Yonas Tekola, vice president of Rice’s Black Male Leadership Initiative, said the float, which is used for both the 40th Annual “Original” MLK Jr. Parade held Monday morning and the Houston Pride Parade, was ripped and dirty when he and several other students began to decorate it at the end of fall semester.

Tekola said the float had been stored near the football stadium and Greg Marshall, the director of university relations who is in charge of the float, informed him a homeless person had been living in it.

“[The float] was torn in one of the sides and we had to cover that up with decorations,” Tekola, a Jones College sophomore, said. “We didn’t want to give the impression of our float being raggedy, like we didn’t care as much about devoting time and resources to the event.”
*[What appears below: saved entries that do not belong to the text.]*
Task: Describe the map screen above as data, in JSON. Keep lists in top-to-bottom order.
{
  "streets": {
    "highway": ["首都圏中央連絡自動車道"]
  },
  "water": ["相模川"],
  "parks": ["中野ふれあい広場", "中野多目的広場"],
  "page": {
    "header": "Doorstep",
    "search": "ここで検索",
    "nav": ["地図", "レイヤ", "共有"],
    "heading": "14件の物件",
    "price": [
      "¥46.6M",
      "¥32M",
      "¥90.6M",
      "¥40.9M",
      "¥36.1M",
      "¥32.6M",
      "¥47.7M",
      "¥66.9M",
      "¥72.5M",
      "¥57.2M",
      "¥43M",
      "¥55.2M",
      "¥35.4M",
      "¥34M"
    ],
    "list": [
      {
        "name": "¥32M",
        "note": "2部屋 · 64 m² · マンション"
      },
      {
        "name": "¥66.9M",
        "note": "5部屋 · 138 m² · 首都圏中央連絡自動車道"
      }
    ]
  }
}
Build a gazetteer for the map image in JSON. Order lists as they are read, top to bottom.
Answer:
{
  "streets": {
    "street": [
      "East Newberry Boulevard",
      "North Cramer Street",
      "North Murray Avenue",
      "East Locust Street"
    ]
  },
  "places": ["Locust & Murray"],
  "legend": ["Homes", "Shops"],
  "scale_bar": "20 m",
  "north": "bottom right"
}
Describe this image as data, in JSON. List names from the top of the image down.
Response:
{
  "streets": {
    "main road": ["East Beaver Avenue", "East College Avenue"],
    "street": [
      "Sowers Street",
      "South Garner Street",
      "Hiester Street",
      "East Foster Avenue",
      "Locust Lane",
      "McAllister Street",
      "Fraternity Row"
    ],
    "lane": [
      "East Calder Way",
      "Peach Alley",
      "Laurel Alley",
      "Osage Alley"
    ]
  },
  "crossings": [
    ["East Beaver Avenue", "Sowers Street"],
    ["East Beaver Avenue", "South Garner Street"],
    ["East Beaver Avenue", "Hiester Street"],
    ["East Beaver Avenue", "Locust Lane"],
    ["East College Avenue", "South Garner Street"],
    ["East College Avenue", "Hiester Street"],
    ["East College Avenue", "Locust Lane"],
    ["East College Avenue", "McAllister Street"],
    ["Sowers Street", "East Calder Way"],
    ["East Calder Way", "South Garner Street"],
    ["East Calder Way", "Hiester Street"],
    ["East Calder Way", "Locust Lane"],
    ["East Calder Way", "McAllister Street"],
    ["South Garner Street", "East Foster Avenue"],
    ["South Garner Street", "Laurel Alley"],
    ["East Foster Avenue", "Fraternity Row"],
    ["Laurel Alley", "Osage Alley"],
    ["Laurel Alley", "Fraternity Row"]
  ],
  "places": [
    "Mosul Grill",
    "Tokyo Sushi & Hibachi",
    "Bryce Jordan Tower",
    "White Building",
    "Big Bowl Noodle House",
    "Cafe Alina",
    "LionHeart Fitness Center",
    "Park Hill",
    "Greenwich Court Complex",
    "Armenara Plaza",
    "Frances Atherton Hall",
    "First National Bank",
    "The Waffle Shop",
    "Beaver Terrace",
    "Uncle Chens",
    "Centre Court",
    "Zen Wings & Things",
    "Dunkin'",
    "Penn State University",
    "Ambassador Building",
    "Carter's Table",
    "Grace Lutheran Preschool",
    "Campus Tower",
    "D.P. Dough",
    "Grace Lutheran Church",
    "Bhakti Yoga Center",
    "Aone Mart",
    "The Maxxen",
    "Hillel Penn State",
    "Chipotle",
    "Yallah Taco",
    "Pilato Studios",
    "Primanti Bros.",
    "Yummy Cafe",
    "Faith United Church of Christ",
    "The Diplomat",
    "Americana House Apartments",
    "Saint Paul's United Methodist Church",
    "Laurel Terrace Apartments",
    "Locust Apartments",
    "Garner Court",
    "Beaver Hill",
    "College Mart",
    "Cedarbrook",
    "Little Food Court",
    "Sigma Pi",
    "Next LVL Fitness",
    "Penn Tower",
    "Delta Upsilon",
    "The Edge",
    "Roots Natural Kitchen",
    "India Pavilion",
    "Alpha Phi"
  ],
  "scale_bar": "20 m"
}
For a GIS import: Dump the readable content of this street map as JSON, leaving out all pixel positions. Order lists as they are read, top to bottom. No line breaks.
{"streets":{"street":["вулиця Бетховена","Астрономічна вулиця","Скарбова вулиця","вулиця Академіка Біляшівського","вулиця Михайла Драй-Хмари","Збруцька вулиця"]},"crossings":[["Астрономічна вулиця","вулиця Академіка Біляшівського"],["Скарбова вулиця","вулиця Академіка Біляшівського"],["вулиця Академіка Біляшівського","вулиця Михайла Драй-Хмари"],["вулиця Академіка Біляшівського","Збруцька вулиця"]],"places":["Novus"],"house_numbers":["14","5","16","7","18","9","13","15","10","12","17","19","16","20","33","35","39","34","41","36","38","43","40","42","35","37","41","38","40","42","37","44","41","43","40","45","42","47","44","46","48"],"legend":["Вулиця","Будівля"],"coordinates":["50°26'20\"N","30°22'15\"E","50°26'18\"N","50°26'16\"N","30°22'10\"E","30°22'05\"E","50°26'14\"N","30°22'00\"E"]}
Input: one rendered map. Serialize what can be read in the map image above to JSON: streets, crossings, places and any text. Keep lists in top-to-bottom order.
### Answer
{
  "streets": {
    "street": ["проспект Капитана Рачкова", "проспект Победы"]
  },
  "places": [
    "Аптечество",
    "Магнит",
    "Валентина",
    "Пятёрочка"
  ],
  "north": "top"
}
Jan West, assistant director of multicultural community relations in the Office of Public Affairs, said the current float has been in use for 10 years, since the Pride Parade in the summer of 2008. According to West, the previous float was built on a trailer borrowed from another department, and because that department would strip off float additions, University Relations in the Office of Public Affairs bought their own trailer and built a permanent float in 2008.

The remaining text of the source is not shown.